More than one-third of the research participants developed hypertension, according to the current study. Alcohol use, lack of physical activity, age 35–50 years, family history of hypertension, length of ART, low CD4 count, and body mass index 25kg/m2 were found to be risk factors for hypertension among HIV/AIDS patients. The emphasis should be on teaching individuals about the use of lifestyle modifications, alcohol consumption reduction, suitable regular physical activity, and weight loss promotion. To investigate the effects of ART on hypertension, prospective or long-term trials are necessary.

Abbreviations

AIDS, Acquired Immune Deficiency syndrome; AOR, Adjusted odds ratio; ART, Anti-retroviral therapy; ARV, Antiretroviral; ATV, Atazanavir; AZT, Zidovudine; BMI, Body mass index; CVDs, Cardiovascular diseases; CD4, Cluster of differentiation 4; CI, Confidence Interval; COR, Crude odds ratio; DM, Diabetes Mellitus; DBP, Diastolic blood pressure; D4T, Stavudine; EFV, Efavirenz; FMOH, Federal Ministry of Health; HAART, Highly Active Anti-viral Therapy; HIV, Human Immunodeficiency Virus; NCDs; Non-communicable diseases; OR, Odds ratio; OI, Opportunistic infection; PLHIV, People living with Human Immunodeficiency Virus; PH, Public Health; SPHMMC, St.
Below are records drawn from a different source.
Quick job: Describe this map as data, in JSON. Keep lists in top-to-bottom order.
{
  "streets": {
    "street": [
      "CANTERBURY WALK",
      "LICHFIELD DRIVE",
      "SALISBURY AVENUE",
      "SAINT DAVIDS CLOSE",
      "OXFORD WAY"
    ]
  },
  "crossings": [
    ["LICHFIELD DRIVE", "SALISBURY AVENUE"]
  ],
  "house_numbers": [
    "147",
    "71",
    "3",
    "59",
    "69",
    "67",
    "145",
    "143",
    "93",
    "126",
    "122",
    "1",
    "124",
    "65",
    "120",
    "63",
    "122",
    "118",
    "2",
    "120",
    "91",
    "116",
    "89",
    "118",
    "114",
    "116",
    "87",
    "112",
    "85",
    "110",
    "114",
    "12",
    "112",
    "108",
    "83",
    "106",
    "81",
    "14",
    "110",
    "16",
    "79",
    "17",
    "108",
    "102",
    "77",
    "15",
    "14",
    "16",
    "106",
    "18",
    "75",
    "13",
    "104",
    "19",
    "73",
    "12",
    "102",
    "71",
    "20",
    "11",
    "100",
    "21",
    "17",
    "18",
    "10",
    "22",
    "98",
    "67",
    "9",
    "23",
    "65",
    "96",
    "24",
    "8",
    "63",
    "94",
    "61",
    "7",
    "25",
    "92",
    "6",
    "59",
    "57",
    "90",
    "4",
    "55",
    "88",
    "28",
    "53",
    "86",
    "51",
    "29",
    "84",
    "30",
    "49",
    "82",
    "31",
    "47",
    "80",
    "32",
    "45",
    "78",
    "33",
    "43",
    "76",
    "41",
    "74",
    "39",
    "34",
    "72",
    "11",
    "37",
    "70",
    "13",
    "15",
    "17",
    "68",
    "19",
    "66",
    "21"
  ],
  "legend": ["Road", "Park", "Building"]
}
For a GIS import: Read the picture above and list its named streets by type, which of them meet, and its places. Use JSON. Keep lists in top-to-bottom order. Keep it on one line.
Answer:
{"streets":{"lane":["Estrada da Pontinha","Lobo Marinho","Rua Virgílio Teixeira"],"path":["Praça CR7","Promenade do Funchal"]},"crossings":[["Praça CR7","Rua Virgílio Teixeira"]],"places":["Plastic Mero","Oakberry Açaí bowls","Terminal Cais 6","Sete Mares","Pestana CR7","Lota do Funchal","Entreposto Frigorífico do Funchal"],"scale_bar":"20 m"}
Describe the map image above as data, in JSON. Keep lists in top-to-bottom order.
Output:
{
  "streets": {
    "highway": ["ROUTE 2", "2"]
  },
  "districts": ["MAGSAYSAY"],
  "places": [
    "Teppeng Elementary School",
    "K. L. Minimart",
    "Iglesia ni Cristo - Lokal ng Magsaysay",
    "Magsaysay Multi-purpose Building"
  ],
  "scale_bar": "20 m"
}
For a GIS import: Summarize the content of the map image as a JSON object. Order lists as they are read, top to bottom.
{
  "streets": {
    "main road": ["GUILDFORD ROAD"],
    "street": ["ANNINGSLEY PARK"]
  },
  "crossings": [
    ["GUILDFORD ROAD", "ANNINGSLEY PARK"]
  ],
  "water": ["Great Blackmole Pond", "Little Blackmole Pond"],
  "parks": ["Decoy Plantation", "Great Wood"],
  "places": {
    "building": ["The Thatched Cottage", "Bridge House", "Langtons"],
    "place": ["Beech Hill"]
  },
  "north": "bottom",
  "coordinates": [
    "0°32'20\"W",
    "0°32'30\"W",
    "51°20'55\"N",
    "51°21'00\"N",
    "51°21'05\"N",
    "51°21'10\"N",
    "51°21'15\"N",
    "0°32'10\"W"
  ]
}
Paul’s Hospital Millennium Medical College; SPSH, Saint Peter’s Specialized Hospital; SSA, Sub-Saharan Africa; SBP, Systolic blood pressure; SPSS, Statistical Package for Social Sciences; TPA, Total physical activity; WC, Waist Circumference; WHO, World Health Organization; WHR, Waist-to-hip ratio.

Data Sharing Statement

The datasets used in this work are accessible upon reasonable request from the corresponding author.

Acknowledgments

We would like to thank St. Paul’s Hospital Millennium Medical College (SPHMMC) for funding this study and giving the ethical clearance. We would also like to thank all the data collectors and study participants in this study.

Author Contributions

All authors made a significant contribution to the work reported, whether that is in the conception, study design, execution, acquisition of data, analysis and interpretation, or in all these areas; took part in drafting, revising, or critically reviewing the article; gave final approval of the version to be published; have agreed on the journal to which the article has been submitted; and agree to be accountable for all aspects of the work.

Disclosure

The authors declare that there are no conflicts of interest in this work.